GRILLED FIGS, PROSCIUTTO and BURRATA

If you want to add more Mediterranean recipes to your repertoire, GRILLED FIGS, PROSCIUTTO and BURRATA might be a recipe you should try. This recipe makes 8 servings with 476 calories, 13g of protein, and 29g of fat each. For $2.93 per serving, this recipe covers 13% of your daily requirements of vitamins and minerals. From preparation to the plate, this recipe takes roughly 21 minutes. It works well as a side dish. 34 people have made this recipe and would make it again. It can be enjoyed any time, but it is especially good for The Fourth Of July. This recipe from Panning The Globe requires prosciutto, figs, balsamic vinegar, and burrata. Overall, this recipe earns a pretty good spoonacular score of 46%. Users who liked this recipe also liked Grilled Figs With Brie and Prosciutto, Grilled Figs With Goat Cheese And Prosciutto, and Grilled Pizza With Figs, Gorgonzola, Prosciutto, And Basil.

Servings: 8

Preparation duration: 15 minutes

Cooking duration: 6 minutes

 

Ingredients:

4 handfuls of baby arugula leaves

Sliced baguette, optional

Good quality balsamic vinegar

8 ounces burrata

Extra virgin olive oil

7-10 fresh black mission figs, tiny hard stem cut off, sliced in half lengthwise

fresh ground black pepper

kosher salt

4 ounces good quality prosciutto, thinly sliced

Equipment:

grill

Cooking instruction summary:

Preheat the grill to medium-high.

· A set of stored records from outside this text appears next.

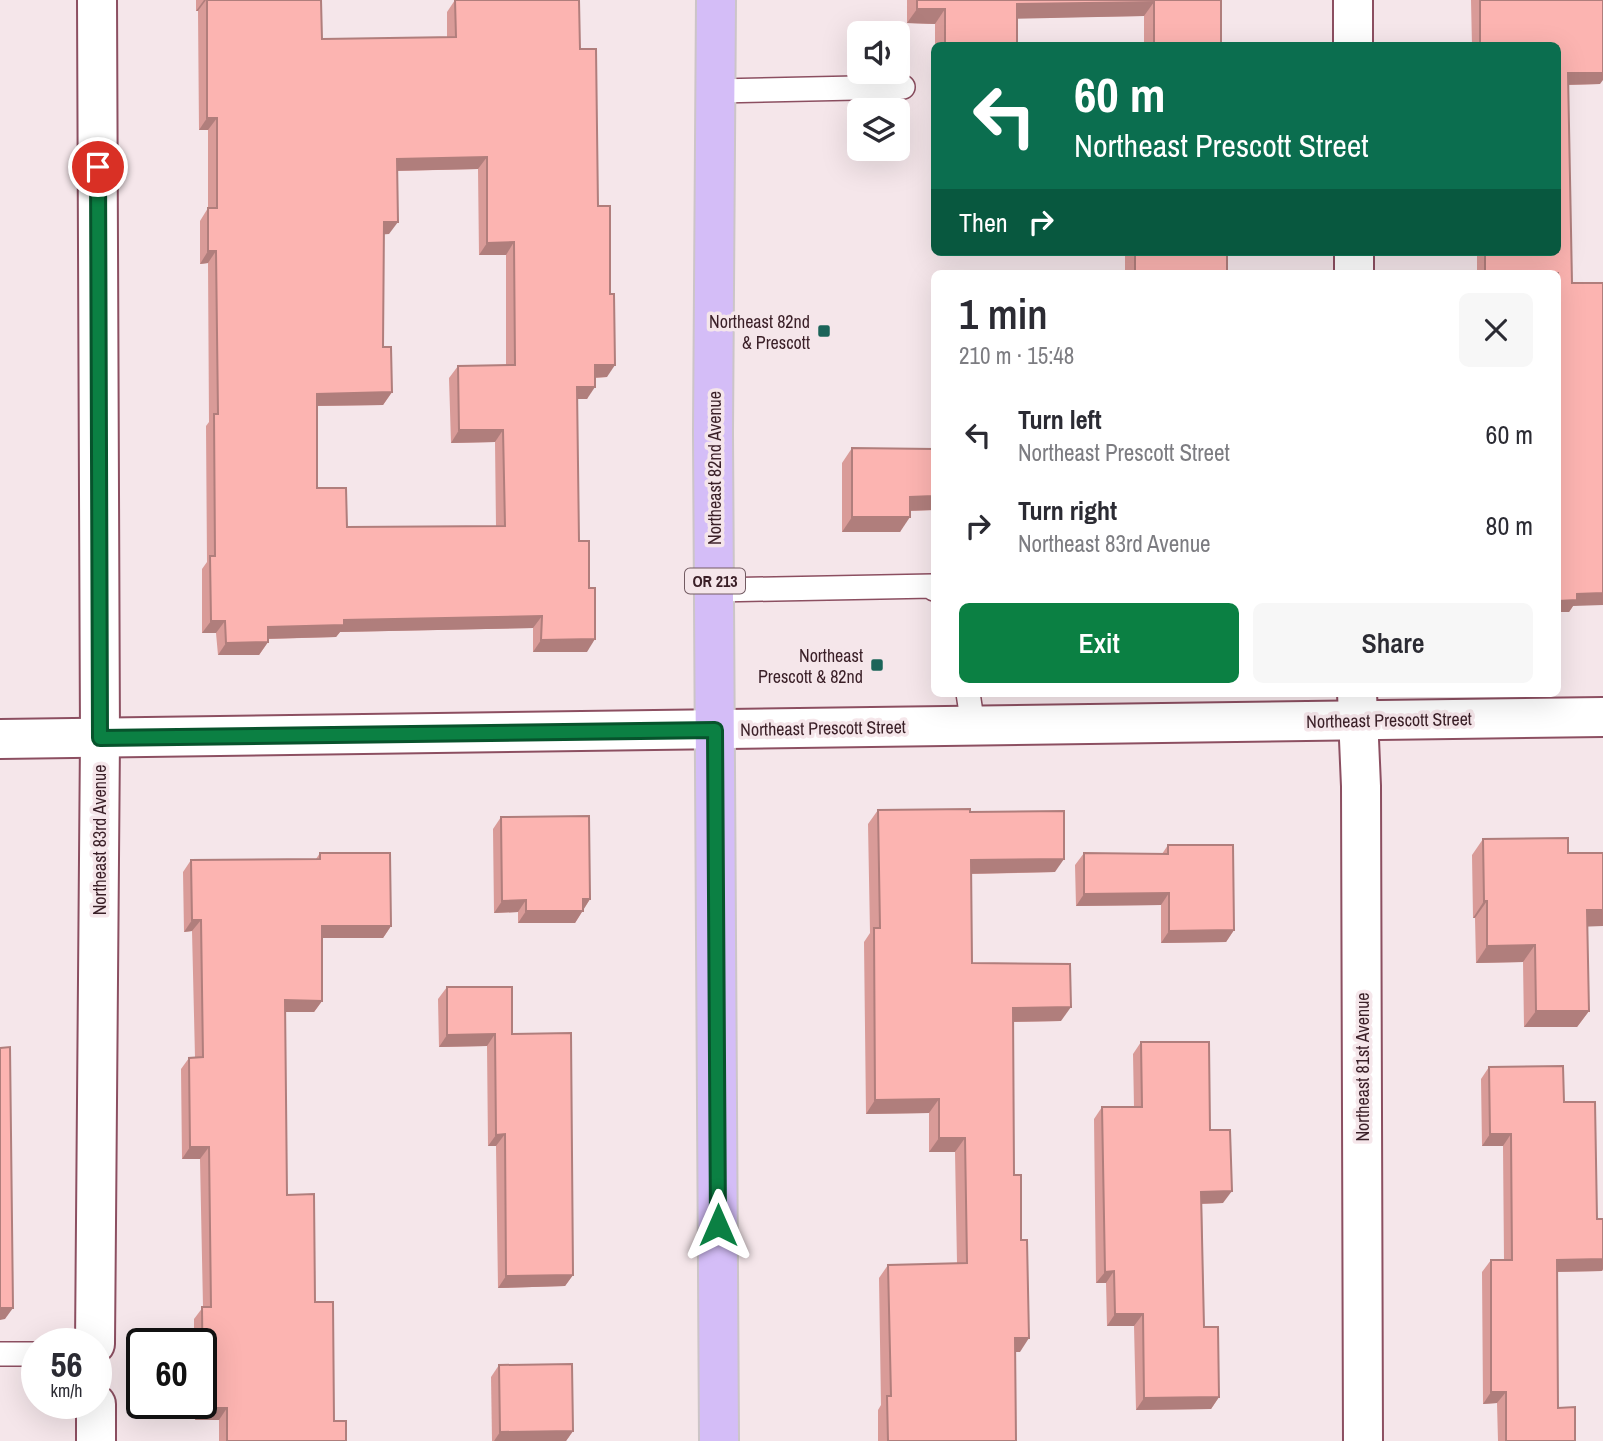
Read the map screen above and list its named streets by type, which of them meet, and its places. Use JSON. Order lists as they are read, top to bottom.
{
  "streets": {
    "main road": ["Northeast 82nd Avenue", "OR 213"],
    "street": ["Northeast Prescott Street", "Northeast 83rd Avenue", "Northeast 81st Avenue"]
  },
  "crossings": [
    ["Northeast 82nd Avenue", "Northeast Prescott Street"],
    ["Northeast Prescott Street", "Northeast 83rd Avenue"],
    ["Northeast Prescott Street", "Northeast 81st Avenue"]
  ],
  "places": {
    "transit": ["Northeast 82nd & Prescott", "Northeast Prescott & 82nd"]
  },
  "page": {
    "turn": ["60 m", "Northeast Prescott Street"],
    "then": "Then",
    "heading": ["1 min", "210 m · 15:48"],
    "list": [
      {
        "name": "Turn left",
        "note": "Northeast Prescott Street",
        "value": "60 m"
      },
      {
        "name": "Turn right",
        "note": "Northeast 83rd Avenue",
        "value": "80 m"
      }
    ],
    "buttons": ["Exit", "Share"],
    "speed": "56 km/h",
    "limit": "60"
  }
}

Brush the sliced figs with olive oil on both sides. Set the figs on the grill cut side up for 2 minutes. Flip them over and cook them for 2-3 minutes more, just until they get a little brown but be careful to remove them before they get too mushy. Slice each fig again so you have quarters.Spread the arugula leave out evenly on a large platter. Scatter the fig quarters evenly around the platter. Use a teaspoon to scoop out the burrata and place blobs of it evenly around the platter. Pull prosciutto apart into bite sized strips and place it evenly around. Drizzle 2-3 tablespoons olive oil and 2-3 tablespoons balsamic vinegar over everything. Sprinkle with a pinch or two of salt and a few grinds of black pepper. Serve with sliced baguette, if you like.

 

Step by step:


1. Preheat the grill to medium-high.

2. Brush the sliced figs with olive oil on both sides. Set the figs on the grill cut side up for 2 minutes. Flip them over and cook them for 2-3 minutes more, just until they get a little brown but be careful to remove them before they get too mushy. Slice each fig again so you have quarters.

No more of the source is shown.